# DMA problem

## haboon

I need help with my gentoo it is very unstable i think its somthing with the DMA because when i did fsck from gentoo livecd it gives me this and it hangs

checking internal  tree../ 1(of 2)/ 7 (of 86)/ 40 (of 85)hda : dma-timer-expiry: dma status== 0x21

hda: error waiting for DMA 

hda: dma timeout retry: status=0x50 {DriveReady SeekComplete }

hda: read_intr: status=0x51 { DriveReady SeekComplete Error }

hda: read_intr: error=0x04 { DriveStatusError }

hda: read_intr: status=0x51 { DriveReady SeekComplete Error }

hda: read_intr: error=0x04 { DriveStatusError }

hda: read_intr: status=0x51 { DriveReady SeekComplete Error }

hda: read_intr: error=0x04 { DriveStatusError }

hda: read_intr: status=0x51 { DriveReady SeekComplete }

hda: read_intr: error=0x04 { DriveStatusError }

ide0: reset: success

hda: dma_timer_expiry: dma status == 0x21

hda: error waiting for DMA

if its the DMA how to disable it 

and well i lose my files

----------

## hds

 *haboon wrote:*   

> 
> 
> if its the DMA how to disable it 
> 
> 

 

man hdparm

/etc/conf.d/hdparm

----------

## haboon

I did this 

hdparm -d 0 /dev/hda

now it seems OK

Thank you

----------

## pmjdebruijn

There are some IDE chipsets which are extremely broken...

SiS makes quite a lot of those...

check your 'dmesg' to see if you have one of those.

Regards,

Pascal de Bruijn

----------

## haboon

my system is still unstable

i dont no what to do

my CPU temp 52c 122F

and the fan speed is 3000 rpm

is that OK

----------

## pmjdebruijn

What do you mean exactly by unstable?

Give us some more hardware specs? maybe dmesg? lspci?

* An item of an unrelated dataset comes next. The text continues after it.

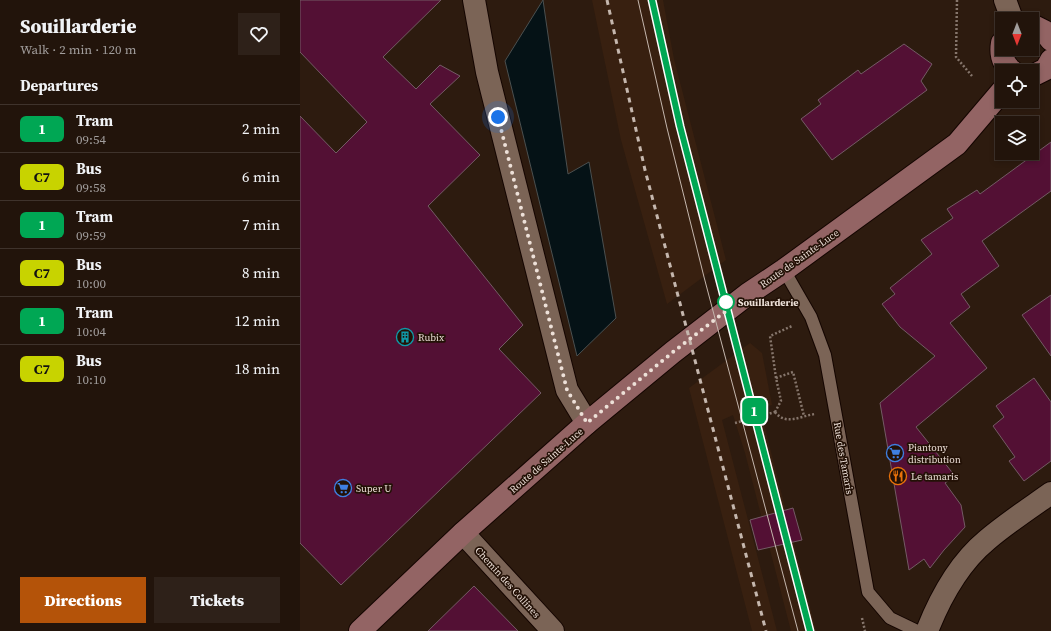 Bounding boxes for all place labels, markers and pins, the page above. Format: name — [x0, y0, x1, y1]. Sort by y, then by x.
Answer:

What kernel are you running?

Regards,

Pascal de Bruijn

----------

## haboon

unstable because every time i boot it works for a time then it hangs 

dmesg

Linux version 2.6.5-gentoo-r1 (root@gentoo) (gcc version 3.3.3 20040412 (Gentoo Linux 3.3.3-r6, ssp-3.3.2-2, pie-8.7.6)) #1 Thu Aug 19 16:51:33 GST 2004

BIOS-provided physical RAM map:

 BIOS-e820: 0000000000000000 - 000000000009fc00 (usable)

 BIOS-e820: 000000000009fc00 - 00000000000a0000 (reserved)

 BIOS-e820: 00000000000e0000 - 0000000000100000 (reserved)

 BIOS-e820: 0000000000100000 - 000000000ff40000 (usable)

 BIOS-e820: 000000000ff40000 - 000000000ff50000 (ACPI data)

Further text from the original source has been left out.